(Saved data entries)
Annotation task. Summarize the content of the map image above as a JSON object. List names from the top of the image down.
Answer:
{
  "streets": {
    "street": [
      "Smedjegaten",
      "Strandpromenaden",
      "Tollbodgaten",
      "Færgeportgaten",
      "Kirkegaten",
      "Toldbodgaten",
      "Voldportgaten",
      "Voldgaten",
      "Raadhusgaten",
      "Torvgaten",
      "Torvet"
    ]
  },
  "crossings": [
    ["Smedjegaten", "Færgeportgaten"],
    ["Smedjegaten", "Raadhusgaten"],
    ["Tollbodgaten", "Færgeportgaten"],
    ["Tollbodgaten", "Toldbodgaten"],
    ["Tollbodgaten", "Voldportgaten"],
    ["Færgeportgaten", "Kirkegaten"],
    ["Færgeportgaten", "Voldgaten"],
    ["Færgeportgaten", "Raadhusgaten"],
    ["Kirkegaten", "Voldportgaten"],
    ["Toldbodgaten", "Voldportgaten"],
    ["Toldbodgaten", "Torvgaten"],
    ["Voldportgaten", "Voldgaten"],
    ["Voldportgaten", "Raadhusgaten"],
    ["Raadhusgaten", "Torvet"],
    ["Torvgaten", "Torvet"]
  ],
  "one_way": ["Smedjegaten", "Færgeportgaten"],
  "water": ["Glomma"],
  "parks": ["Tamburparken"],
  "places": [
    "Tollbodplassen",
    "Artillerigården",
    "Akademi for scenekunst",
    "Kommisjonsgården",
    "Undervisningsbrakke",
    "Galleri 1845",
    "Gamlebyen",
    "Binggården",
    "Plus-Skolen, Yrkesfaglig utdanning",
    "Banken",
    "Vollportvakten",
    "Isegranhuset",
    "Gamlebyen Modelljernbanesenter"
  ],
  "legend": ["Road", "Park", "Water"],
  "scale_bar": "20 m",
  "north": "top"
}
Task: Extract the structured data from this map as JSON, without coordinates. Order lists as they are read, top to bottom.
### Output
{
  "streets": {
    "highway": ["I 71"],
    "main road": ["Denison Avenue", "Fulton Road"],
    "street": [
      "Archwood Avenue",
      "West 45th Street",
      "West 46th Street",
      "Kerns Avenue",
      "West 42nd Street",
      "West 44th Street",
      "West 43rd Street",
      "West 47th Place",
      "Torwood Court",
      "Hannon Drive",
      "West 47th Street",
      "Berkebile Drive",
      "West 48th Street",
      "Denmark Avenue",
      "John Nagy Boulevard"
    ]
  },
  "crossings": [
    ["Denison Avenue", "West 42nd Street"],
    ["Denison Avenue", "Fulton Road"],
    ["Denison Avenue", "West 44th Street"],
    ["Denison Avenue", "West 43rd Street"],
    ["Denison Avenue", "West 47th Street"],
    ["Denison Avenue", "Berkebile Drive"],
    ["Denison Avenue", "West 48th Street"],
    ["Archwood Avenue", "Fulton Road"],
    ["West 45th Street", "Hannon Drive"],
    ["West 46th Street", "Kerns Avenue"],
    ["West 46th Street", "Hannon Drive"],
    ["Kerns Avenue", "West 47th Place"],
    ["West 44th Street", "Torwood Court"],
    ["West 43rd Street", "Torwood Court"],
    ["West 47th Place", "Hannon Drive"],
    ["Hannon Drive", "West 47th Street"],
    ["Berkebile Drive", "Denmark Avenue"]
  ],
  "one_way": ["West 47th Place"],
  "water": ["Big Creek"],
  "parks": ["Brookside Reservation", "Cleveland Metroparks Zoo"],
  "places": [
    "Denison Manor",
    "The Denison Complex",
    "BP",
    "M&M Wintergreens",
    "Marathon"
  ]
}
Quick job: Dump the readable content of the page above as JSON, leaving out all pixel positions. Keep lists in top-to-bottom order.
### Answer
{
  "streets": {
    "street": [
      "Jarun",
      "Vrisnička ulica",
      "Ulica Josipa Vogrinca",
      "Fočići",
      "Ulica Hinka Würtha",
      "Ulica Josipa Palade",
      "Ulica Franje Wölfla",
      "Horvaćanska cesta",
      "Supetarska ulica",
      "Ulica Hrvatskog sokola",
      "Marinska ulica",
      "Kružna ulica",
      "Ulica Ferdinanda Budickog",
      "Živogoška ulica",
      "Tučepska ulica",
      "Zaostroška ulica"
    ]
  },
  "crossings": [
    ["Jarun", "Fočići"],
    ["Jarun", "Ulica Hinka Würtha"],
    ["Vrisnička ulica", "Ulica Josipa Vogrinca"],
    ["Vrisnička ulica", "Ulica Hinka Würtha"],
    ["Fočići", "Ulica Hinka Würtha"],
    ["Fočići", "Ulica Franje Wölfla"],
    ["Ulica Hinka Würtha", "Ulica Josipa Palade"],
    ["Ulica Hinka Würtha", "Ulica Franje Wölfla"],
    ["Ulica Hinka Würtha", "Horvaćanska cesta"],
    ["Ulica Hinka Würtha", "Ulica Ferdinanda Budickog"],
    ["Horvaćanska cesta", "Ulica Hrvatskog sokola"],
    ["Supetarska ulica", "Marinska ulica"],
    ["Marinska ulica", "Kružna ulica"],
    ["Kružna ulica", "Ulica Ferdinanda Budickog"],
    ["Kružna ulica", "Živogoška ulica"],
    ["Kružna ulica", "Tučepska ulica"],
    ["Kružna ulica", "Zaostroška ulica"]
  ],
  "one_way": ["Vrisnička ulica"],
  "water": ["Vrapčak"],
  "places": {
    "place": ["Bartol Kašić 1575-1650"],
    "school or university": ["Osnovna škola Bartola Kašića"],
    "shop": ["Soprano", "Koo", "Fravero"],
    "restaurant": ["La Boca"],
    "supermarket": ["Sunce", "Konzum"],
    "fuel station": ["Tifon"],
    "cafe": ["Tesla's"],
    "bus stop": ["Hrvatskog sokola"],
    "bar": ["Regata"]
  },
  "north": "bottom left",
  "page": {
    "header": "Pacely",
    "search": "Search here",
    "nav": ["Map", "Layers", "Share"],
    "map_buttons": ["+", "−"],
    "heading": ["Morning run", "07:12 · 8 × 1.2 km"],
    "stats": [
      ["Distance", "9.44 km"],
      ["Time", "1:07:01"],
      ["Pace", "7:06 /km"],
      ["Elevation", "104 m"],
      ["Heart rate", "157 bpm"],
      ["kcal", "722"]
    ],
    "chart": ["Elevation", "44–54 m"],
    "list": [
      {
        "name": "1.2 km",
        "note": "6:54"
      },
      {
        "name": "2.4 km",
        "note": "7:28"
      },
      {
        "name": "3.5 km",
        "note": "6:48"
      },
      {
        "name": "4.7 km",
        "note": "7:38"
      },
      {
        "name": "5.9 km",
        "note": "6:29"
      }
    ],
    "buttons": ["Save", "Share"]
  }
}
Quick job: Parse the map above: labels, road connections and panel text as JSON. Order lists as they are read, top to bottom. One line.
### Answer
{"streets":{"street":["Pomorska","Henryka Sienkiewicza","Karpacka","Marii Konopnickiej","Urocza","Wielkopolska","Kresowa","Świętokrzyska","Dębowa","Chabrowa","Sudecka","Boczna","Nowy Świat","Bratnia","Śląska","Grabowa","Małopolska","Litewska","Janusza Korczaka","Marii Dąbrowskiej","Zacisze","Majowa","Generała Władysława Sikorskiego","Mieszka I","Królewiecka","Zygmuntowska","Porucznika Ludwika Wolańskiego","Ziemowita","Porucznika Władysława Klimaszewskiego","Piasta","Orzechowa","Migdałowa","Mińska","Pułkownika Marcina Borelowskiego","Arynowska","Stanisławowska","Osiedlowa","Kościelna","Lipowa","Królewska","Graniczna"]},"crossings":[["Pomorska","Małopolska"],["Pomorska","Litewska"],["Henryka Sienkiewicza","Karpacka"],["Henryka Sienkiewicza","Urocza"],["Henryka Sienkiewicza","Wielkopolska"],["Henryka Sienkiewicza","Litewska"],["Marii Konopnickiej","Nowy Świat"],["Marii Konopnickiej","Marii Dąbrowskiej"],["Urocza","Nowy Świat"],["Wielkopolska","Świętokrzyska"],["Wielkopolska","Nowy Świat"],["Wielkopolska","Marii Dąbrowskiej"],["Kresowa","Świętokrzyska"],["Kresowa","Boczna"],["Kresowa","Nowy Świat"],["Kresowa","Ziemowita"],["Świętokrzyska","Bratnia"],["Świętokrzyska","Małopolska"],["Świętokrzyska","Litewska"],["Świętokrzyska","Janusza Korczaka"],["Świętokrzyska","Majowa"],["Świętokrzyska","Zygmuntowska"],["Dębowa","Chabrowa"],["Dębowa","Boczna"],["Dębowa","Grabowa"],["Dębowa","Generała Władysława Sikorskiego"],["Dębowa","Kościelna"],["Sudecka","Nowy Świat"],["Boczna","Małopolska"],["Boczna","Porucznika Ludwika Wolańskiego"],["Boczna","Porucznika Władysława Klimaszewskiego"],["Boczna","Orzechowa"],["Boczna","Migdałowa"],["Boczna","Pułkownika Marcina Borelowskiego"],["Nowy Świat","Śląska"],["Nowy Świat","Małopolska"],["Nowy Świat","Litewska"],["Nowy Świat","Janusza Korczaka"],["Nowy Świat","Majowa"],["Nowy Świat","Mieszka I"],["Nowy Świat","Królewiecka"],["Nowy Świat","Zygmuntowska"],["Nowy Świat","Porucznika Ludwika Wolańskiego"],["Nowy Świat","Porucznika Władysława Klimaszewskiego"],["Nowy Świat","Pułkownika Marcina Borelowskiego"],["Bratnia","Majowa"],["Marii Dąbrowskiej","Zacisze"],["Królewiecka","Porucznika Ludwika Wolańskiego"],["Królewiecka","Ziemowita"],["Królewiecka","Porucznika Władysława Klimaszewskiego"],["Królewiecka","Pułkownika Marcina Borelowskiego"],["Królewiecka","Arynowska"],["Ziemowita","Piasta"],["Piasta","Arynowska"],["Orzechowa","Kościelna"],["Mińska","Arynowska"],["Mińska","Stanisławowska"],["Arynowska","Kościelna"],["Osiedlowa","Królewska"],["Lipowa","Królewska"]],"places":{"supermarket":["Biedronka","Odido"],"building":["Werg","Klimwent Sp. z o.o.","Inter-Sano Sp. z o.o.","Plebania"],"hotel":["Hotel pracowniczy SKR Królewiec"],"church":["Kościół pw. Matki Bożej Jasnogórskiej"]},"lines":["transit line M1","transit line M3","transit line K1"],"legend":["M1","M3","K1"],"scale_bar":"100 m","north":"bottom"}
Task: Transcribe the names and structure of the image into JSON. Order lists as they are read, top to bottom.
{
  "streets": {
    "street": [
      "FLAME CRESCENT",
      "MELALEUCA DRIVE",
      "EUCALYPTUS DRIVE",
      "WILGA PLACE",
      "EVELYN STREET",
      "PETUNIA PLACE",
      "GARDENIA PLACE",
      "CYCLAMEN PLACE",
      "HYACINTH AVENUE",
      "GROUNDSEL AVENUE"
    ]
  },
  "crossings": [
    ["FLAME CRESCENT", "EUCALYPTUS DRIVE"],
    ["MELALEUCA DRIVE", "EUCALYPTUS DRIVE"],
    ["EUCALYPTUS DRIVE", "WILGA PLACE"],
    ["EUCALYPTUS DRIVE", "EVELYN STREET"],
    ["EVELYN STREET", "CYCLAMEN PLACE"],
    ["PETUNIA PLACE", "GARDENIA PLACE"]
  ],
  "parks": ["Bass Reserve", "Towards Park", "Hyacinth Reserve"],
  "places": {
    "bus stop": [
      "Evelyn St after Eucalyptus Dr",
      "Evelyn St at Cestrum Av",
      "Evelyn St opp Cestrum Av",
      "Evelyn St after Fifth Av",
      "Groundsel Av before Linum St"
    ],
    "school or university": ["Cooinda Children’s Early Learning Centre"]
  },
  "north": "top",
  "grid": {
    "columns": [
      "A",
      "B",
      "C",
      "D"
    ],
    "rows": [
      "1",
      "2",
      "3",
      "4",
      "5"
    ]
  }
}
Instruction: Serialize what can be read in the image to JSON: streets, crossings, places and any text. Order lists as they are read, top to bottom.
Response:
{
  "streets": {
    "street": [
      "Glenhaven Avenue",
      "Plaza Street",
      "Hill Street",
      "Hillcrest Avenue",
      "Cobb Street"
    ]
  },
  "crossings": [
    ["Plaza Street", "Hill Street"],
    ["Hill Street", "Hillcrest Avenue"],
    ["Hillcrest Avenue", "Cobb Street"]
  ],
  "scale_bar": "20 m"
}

About this exercise:
Please copy every line of the data that carries the string "Horvaćanska".

Written solution:
      "Horvaćanska cesta",
    ["Ulica Hinka Würtha", "Horvaćanska cesta"],
    ["Horvaćanska cesta", "Ulica Hrvatskog sokola"],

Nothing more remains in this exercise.